I've put an odd amount of thought into that over the years, and I've also wondered how important it might be in reality... Different developers will probably disagree on which bits are important, and I think some of those philosophical differences are precisely the same reasons why git and darcs (for instance) can co-exist because developers may continue to prefer one approach over the other...

First of all, darcs does have one concept of real world history that already is critical in many areas to darcs performance: the TAG. If there is an important point in a repository's history, it should be named and tagged. I can see a distinct case for specifically making sure that any/all operations --to-tag/--from-tag are as performant as possible. I could also see a case for some sort of (possibly opt-in) auto-caching system for tag states (pristines).

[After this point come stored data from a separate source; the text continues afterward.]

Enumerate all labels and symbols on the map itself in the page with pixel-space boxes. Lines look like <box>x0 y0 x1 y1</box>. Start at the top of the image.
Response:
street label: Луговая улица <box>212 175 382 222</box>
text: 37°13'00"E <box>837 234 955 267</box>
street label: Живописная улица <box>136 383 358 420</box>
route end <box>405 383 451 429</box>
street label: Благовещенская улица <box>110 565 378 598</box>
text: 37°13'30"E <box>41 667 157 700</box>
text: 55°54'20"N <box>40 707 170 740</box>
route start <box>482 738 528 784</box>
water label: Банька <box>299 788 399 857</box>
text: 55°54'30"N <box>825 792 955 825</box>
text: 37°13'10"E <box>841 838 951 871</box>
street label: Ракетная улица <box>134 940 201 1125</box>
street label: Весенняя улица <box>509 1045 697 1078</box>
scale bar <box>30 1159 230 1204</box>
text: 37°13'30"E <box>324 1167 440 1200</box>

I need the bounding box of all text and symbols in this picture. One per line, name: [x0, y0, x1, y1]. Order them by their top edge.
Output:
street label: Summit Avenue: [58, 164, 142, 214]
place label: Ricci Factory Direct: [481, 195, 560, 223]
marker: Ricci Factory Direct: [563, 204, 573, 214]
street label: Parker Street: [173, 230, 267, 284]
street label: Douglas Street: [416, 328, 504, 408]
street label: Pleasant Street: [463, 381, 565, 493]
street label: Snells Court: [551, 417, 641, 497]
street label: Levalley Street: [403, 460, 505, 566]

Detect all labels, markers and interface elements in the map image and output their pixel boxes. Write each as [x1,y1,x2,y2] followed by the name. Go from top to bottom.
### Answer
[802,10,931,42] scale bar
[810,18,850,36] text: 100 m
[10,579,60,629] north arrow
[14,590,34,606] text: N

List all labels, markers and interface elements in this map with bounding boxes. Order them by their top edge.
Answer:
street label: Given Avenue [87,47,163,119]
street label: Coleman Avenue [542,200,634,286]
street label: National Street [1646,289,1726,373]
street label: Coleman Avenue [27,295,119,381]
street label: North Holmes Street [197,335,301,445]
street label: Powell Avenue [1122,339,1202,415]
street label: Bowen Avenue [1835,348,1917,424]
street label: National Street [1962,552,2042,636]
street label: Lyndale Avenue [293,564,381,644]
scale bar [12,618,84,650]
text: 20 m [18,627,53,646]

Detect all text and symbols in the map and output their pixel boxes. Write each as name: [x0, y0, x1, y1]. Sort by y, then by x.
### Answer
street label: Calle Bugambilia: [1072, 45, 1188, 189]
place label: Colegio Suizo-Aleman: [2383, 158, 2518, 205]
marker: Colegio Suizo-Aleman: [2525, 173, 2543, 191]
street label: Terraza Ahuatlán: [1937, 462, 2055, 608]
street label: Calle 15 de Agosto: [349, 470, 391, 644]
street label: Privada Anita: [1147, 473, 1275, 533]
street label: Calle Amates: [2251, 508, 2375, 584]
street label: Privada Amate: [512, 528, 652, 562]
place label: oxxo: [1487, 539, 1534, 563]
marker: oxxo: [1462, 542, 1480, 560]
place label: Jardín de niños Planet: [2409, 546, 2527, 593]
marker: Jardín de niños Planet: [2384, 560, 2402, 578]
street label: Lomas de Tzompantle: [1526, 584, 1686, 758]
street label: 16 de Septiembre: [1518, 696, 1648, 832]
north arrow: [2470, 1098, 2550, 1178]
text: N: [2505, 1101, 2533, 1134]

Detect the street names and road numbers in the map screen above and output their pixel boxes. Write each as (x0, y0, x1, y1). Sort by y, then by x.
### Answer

Beyond that, darcs itself doesn't have any knowledge of "real world history"... It doesn't track which patch was pulled/pushed in, only when the patch was originally written (according to the clock of the system on which the patch was written). This makes sense to darcs due to the "fluidity" of patch movement (thanks to cherry-picking) and potential complexity. (Should darcs try to record the integration history of a patch across every branch/repository that patch has ever seen/will ever see? How do you merge "conflicting" integration histories? How controls it? How do you keep it secure?) Darcs admittedly takes the easiest possible approach, which is: don't worry about it.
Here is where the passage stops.